Slated, capped and palaver: what do they mean to you?

palaver

If a yoghurt is “slated for Sochi”, does that mean it failed to tickle the tastebuds of Russian athletes, or that it’s on board the supply vessel heading for the Olympic village? Hmmm. It probably depends on whether it was an American or a Brit using that rather strange turn of phrase about that particular foodstuff. (And someone did actually say that in print.) If something was capped in England, it was probably costing too much money, but to Americans it might well have been leading up to something even better. And whereas a palaver on either side of the Atlantic is much ado about nothing, it’s merely a discussion among Yanks but more of a big nuisance to the Brits.

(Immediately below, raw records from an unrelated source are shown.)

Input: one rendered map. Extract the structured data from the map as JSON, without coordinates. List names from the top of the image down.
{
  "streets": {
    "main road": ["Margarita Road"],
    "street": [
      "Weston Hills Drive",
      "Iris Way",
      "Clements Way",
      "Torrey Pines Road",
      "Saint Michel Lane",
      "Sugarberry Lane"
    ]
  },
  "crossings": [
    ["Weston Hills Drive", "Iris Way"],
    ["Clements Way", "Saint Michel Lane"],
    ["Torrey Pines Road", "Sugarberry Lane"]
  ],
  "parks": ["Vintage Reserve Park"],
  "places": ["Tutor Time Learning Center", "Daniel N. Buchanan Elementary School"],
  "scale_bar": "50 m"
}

Below are the subtly different definitions of these words determined by who is uttering them, along with some examples recently published in the media. (Except where stated, the definitions are from Oxford Dictionaries — the British-English and American-English versions.) Because the words are used differently — contextually and linguistically — by Americans and Brits, there isn’t usually any confusion or ambiguity when they’re being communicated to trans-Atlantic counterparts; indeed, at this point both meanings are pretty well understood, if not in actual usage, on either side of the pond (at least in the case of slated and capped), even if they might still give pause. To my mind, a performance that has been slated — even if it is for a future date — still sounds like something not to get excited about.

Slated:

British: “criticize severely”. Tom Service, writing about a Bruckner symphony in The Guardian, wrote that “a contemporary critic slated its ‘nightmarish hangover style’, but Bruckner’s last completed symphony contains music of sheer, breathtaking magnificence.”

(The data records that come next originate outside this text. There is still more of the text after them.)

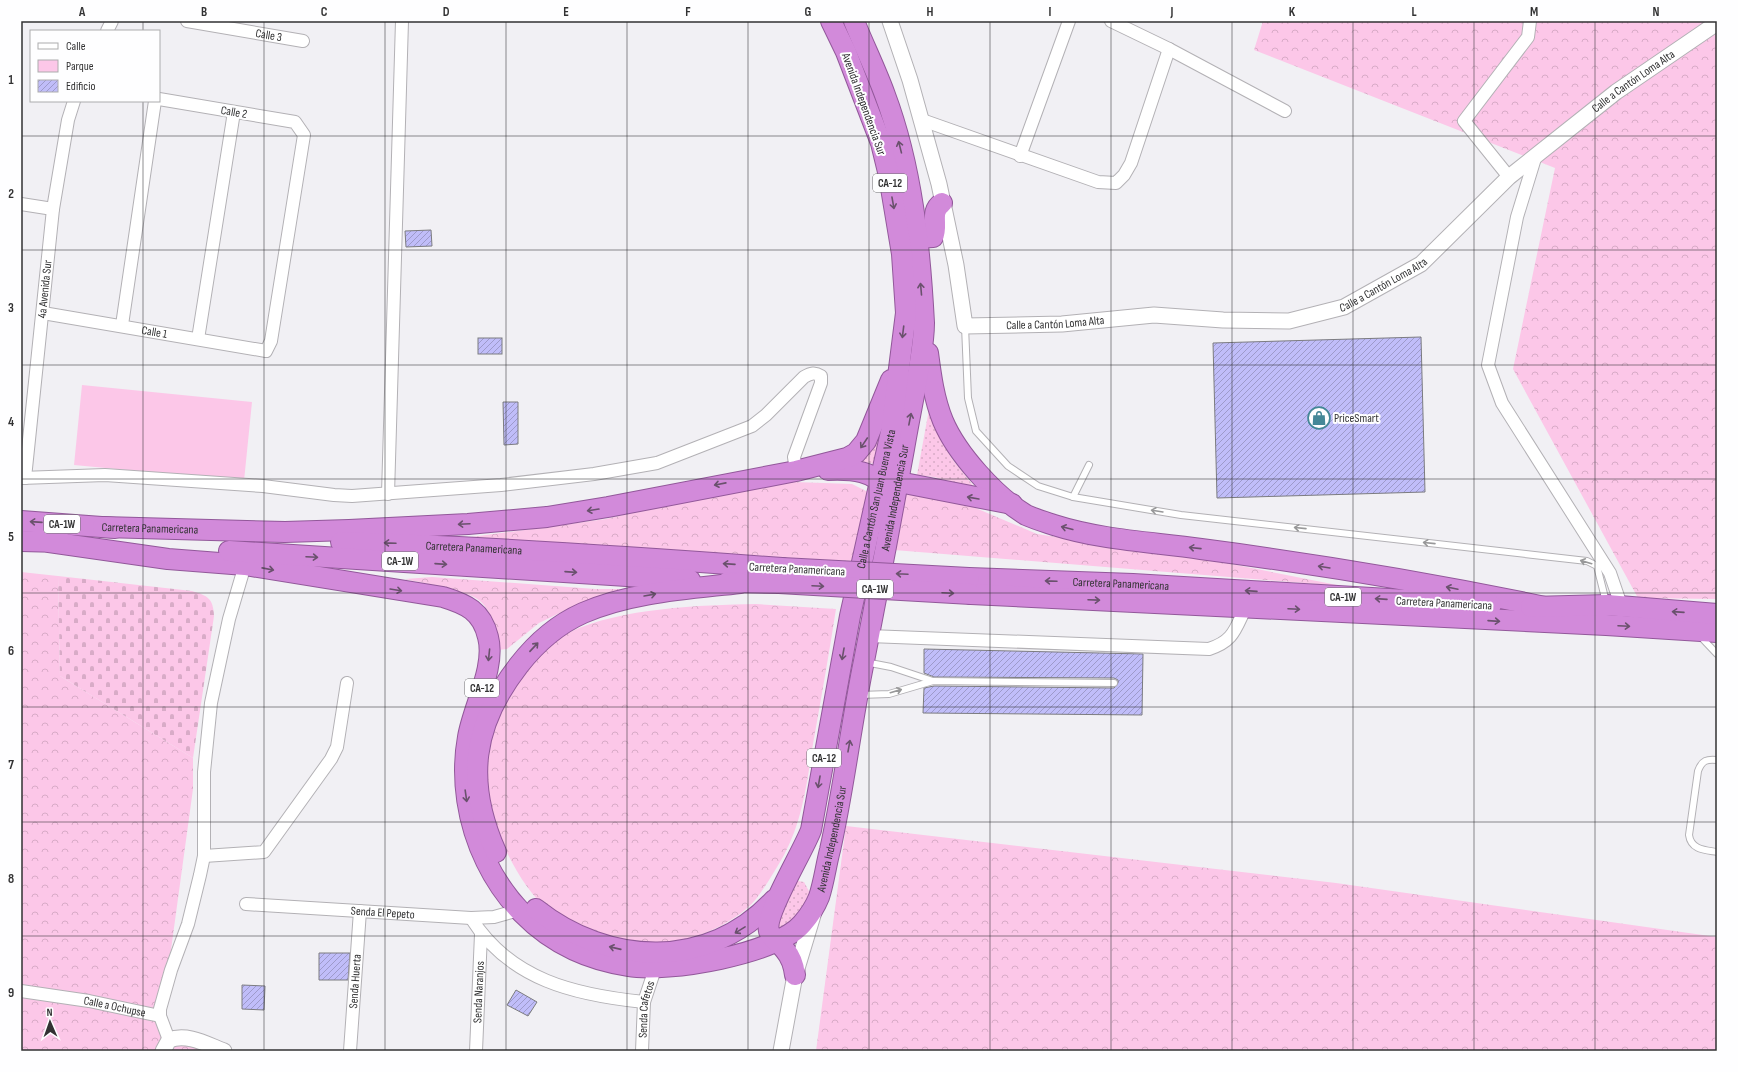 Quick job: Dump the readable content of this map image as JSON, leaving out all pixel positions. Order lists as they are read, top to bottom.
{
  "streets": {
    "highway": [
      "Avenida Independencia Sur",
      "CA-12",
      "Calle a Cantón San Juan Buena Vista",
      "CA-1W",
      "Carretera Panamericana"
    ],
    "street": [
      "Calle 3",
      "Calle a Cantón Loma Alta",
      "Calle 2",
      "4a Avenida Sur",
      "Calle 1",
      "Senda El Pepeto",
      "Senda Huerta",
      "Senda Naranjos",
      "Calle a Ochupse",
      "Senda Cafetos"
    ]
  },
  "crossings": [
    ["Avenida Independencia Sur", "CA-12"],
    ["Avenida Independencia Sur", "Calle a Cantón San Juan Buena Vista"],
    ["Calle 2", "Calle 1"],
    ["CA-12", "Calle a Cantón San Juan Buena Vista"],
    ["CA-12", "Carretera Panamericana"],
    ["CA-12", "Senda El Pepeto"],
    ["CA-12", "Senda Cafetos"],
    ["4a Avenida Sur", "Calle 1"],
    ["Senda El Pepeto", "Senda Huerta"]
  ],
  "one_way": ["Calle a Cantón San Juan Buena Vista"],
  "places": {
    "shop": ["PriceSmart"]
  },
  "legend": ["Calle", "Parque", "Edificio"],
  "north": "top",
  "grid": {
    "columns": [
      "A",
      "B",
      "C",
      "D",
      "E",
      "F",
      "G",
      "H",
      "I",
      "J",
      "K",
      "L",
      "M",
      "N"
    ],
    "rows": [
      "1",
      "2",
      "3",
      "4",
      "5",
      "6",
      "7",
      "8",
      "9"
    ]
  }
}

American: “schedule; plan”. In an NBC News headline, some Chobani yoghurt “slated for Sochi [was] held up at U.S. customs”.

Capped:

American: “provide a fitting climax or conclusion to; follow or reply to (a story, remark, or joke) by producing a better or more apposite one”. Discussing Russia’s figure-skating team winning the gold medal in Sochi yesterday, AP sports writer Barry Wilner wrote: “It was victory capped by the freshness of Lipnitskaia.”

British: (Cambridge Dictionaries): “to put a limit on the amount of money that can be charged or spent in connection with a particular activity.” In The Guardian, the UK’s health secretary, Patricia Hewitt, was quoted as saying that “with hindsight, she wished GPs’ earnings had been capped.”

Palaver:

British: “prolonged and tedious fuss or discussion”. (Commonly used in the phrase “what a palaver”.) In the Evening Standard, gallery co-owner Tamara Beckwith, referring to selfies, was quoted as saying: “I’ve tried taking one and it was such a palaver.” Reporting on supermodel Naomi Campbell’s refusal to use her allocated dressing room for the National Television Awards, the Kildare Nationalist quoted a source telling The Sun newspaper: “What a palaver. Apparently Naomi wants something more luxurious so the team have had to scrabble around trying to find something suitable nearby.”

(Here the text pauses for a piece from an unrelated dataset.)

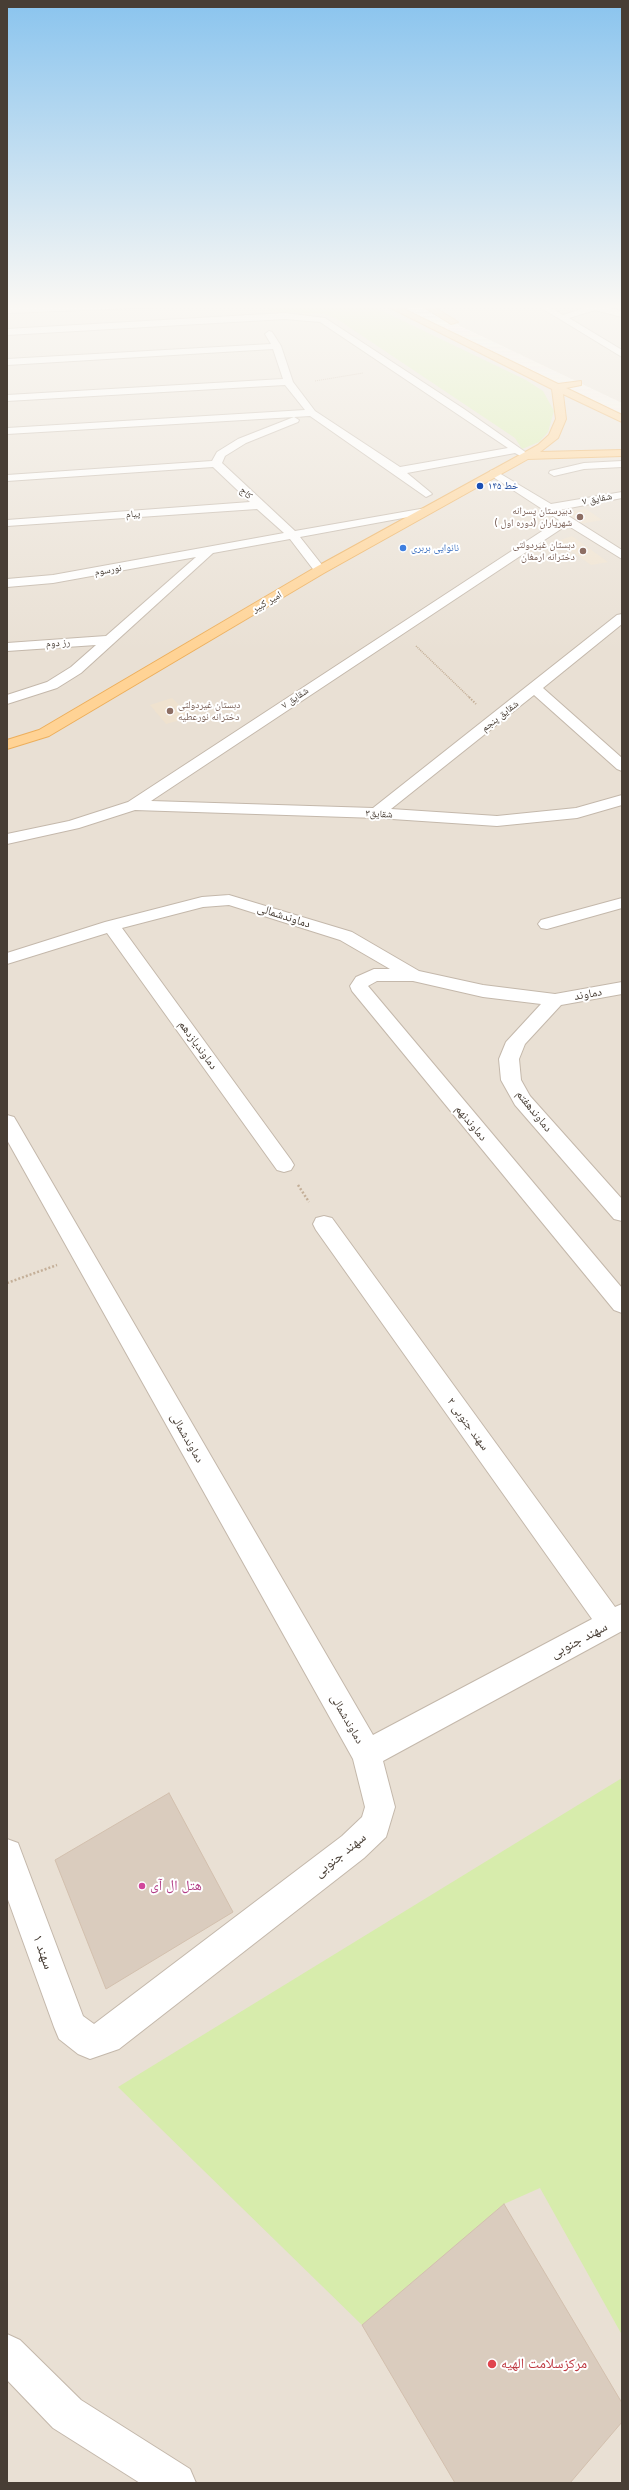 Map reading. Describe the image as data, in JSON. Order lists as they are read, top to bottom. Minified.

American English: “prolonged and idle discussion; verb – to talk unnecessarily at length.” In a report on the recent debate on creationism between Bill Nye and Ken Ham, the New Republic’s writer said: “My friend said that no, Ham wasn’t lying—he truly believed the palaver he was spewing.”

Strangely, the Brits seem to have broadened the definition of this word, which remains similar to its original meaning on American shores. According to the Online Etymology Dictionary, palaver dates from 1733 (implied in palavering), “talk, conference, discussion,” sailors’ slang, from Portuguese palavra “word, speech, talk,” traders’ term for “negotiating with the natives” in West Africa, metathesis of Late Latin parabola “speech, discourse,” from Latin parabola “comparison”. Meaning “idle talk” first recorded 1748. The verb is 1733, from the noun. Related: Palavering.”

In the news (Feb 7)

blunder

That Gerund Is Funky …

Language and usage in the news this week: an unfortunate subtitle fail by the BBC, an unusual style guide, a Superbowl ad that needed an edit, and further discussion about just how important French really is. Plus, this week’s weird word of the week …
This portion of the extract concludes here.